EXERCISE AIM. Once you reach the line containing "function trace(path, color, width, dash)" in the data below, restate each line word for word up to and including the one containing "[419,89,433,111,420,119,407,97]".

THE DATA.
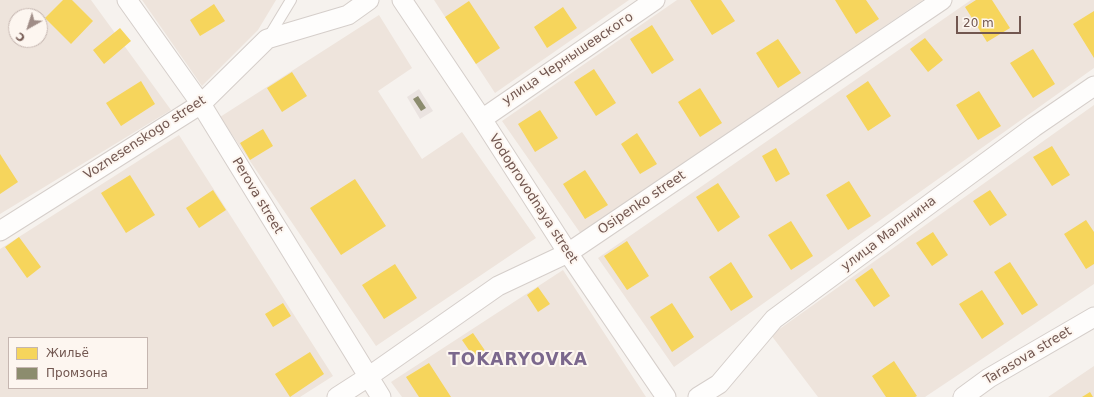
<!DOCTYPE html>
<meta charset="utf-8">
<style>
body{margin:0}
#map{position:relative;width:1094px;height:397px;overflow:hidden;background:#f6f2ee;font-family:"DejaVu Sans",sans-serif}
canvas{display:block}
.legend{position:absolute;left:8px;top:337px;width:140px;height:52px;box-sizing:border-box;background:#fdf6f0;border:1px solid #c5b6b0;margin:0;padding:5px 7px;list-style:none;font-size:12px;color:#725750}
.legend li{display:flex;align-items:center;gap:8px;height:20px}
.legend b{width:20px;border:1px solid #c5b6b0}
.north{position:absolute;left:8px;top:8px;width:40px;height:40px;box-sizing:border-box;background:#fdf6f0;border:1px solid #c5b6b0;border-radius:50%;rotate:219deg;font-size:11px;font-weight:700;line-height:16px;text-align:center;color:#725750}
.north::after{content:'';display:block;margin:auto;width:14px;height:18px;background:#a08d87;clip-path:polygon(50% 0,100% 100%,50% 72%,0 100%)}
.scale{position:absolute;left:956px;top:16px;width:65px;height:18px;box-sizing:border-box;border:2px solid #725750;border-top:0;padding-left:5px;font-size:12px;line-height:14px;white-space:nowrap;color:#725750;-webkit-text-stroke:3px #fdf6f0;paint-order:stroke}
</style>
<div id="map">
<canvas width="1094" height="397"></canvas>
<ul class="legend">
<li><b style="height:11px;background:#f6d55c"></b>Жильё</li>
<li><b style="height:11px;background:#8c8c6e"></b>Промзона</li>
</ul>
<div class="north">С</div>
<div class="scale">20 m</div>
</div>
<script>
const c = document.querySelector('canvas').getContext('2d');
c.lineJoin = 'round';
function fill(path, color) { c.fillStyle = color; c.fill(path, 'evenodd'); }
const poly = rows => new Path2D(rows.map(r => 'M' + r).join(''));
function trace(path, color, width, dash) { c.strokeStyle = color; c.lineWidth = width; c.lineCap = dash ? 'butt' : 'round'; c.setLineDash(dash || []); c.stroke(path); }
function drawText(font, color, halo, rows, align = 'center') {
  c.font = font + ' "DejaVu Sans",sans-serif'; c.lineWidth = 4; c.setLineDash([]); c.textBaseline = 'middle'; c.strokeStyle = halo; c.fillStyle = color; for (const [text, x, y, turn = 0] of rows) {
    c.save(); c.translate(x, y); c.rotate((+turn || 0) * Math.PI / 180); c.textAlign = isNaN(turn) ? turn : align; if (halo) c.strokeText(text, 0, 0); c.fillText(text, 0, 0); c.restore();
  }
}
const residential = poly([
 [0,0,91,0,171,110,0,214],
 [16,16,40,16,40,40,16,40],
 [142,0,276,0,258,30,202,86],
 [434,0,629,0,495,93],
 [677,0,923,0,581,234,502,121],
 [971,0,1094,0,1094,68,674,367,598,258],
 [379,15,412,68,378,91,422,159,462,132,536,238,376,346,220,117],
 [1094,105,1094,284,925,397,818,397,771,335],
 [179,135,333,376,300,397,0,397,0,249],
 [9,338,147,338,147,388,9,388],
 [563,270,646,397,402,397,391,382],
 [1094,366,1094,397,1048,397]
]);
const industrial = poly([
 [419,89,433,111,420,119,407,97]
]);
const homes = poly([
 [63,0,72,0,93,21,71,44,45,18],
 [690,0,721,0,735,21,712,35],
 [835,0,866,0,879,19,856,34],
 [976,0,992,0,1010,28,987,42,965,7],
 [469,1,500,48,476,64,445,17],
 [214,4,225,21,200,36,190,20],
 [563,7,577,28,547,48,534,27],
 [1094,11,1094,58,1073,24],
 [652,25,674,60,652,74,630,39],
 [120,28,131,41,104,64,93,50],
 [925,38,943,60,928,72,910,49],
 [778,39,801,73,778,88,756,53],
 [1033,49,1055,84,1033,98,1010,63],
 [594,69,616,103,596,116,574,82],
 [292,72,307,96,282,112,267,88],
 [141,81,155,104,121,126,106,103],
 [868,81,891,116,868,131,846,96],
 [700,88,722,123,700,137,678,102],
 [979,91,1001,126,978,140,956,105],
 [540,110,558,138,535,152,518,124],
 [263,129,273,146,250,160,240,143],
 [637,133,657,164,640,174,621,144],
 [1052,146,1070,175,1052,186,1033,157],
 [776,148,790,174,776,182,762,156],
 [0,154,18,182,0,194],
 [585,170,608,205,585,219,563,184],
 [130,175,155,215,126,233,101,193],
 [355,179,386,226,341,255,310,208],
 [849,181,871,216,848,230,826,195],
 [718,183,740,217,718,232,696,197],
 [213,190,226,210,199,228,186,208],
 [990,190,1007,215,990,226,973,201],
 [1086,220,1094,232,1094,264,1086,269,1064,234],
 [791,221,813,256,791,270,768,235],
 [933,232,948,255,932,266,916,243],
 [19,237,41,267,27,278,5,247],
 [627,241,649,276,627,290,604,256],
 [731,262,753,297,731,311,709,277],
 [1010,262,1038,305,1022,315,994,272],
 [395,264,417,298,384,319,362,285],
 [872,268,890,296,874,307,855,280],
 [538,287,550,304,538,312,527,295],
 [982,290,1004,324,982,339,959,304],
 [283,303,291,316,273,327,265,314],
 [672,303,694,337,672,352,650,317],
 [473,333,486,352,475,359,462,340],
 [310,352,324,374,290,397,275,374],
 [894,361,917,396,915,397,886,397,872,376],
 [429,363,451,397,419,397,406,377],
 [1090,392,1093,397,1082,397]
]);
const industry = poly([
 [418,96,426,108,421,111,413,99]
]);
const lane = poly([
 [268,38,291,0]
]);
const street = poly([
 [127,0,201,104,381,397],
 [402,0,482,119,568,253,666,397],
 [482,119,655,0],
 [0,231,201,104,267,39,348,15,369,0],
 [337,397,368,377,498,286,568,253,942,0],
 [698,397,719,384,774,319,1034,127,1094,86],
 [963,397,989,378,1094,317]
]);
const streetNames = [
 ["улица Чернышевского",568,59,-34],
 ["Voznesenskogo street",145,138,-33],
 ["Perova street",257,196,59],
 ["Vodoprovodnaya street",533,199,57],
 ["Osipenko street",642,203,-34],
 ["улица Малинина",889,234,-37],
 ["Tarasova street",1028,356,-31]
];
const districtNames = [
 ["TOKARYOVKA",518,361]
];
fill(residential, '#eee4dc');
fill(industrial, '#eae3e0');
fill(homes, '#f6d55c');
fill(industry, '#8c8c6e');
trace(lane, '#d5ceca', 12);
trace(street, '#d5ceca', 21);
trace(lane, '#fefdfc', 10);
trace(street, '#fefdfc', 19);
drawText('13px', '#725750', '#fdf6f0', streetNames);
c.letterSpacing = '1px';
drawText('bold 17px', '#7b688d', '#fdf6f0', districtNames);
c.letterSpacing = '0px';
</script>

SOLUTION BELOW.
function trace(path, color, width, dash) { c.strokeStyle = color; c.lineWidth = width; c.lineCap = dash ? 'butt' : 'round'; c.setLineDash(dash || []); c.stroke(path); }
function drawText(font, color, halo, rows, align = 'center') {
  c.font = font + ' "DejaVu Sans",sans-serif'; c.lineWidth = 4; c.setLineDash([]); c.textBaseline = 'middle'; c.strokeStyle = halo; c.fillStyle = color; for (const [text, x, y, turn = 0] of rows) {
    c.save(); c.translate(x, y); c.rotate((+turn || 0) * Math.PI / 180); c.textAlign = isNaN(turn) ? turn : align; if (halo) c.strokeText(text, 0, 0); c.fillText(text, 0, 0); c.restore();
  }
}
const residential = poly([
 [0,0,91,0,171,110,0,214],
 [16,16,40,16,40,40,16,40],
 [142,0,276,0,258,30,202,86],
 [434,0,629,0,495,93],
 [677,0,923,0,581,234,502,121],
 [971,0,1094,0,1094,68,674,367,598,258],
 [379,15,412,68,378,91,422,159,462,132,536,238,376,346,220,117],
 [1094,105,1094,284,925,397,818,397,771,335],
 [179,135,333,376,300,397,0,397,0,249],
 [9,338,147,338,147,388,9,388],
 [563,270,646,397,402,397,391,382],
 [1094,366,1094,397,1048,397]
]);
const industrial = poly([
 [419,89,433,111,420,119,407,97]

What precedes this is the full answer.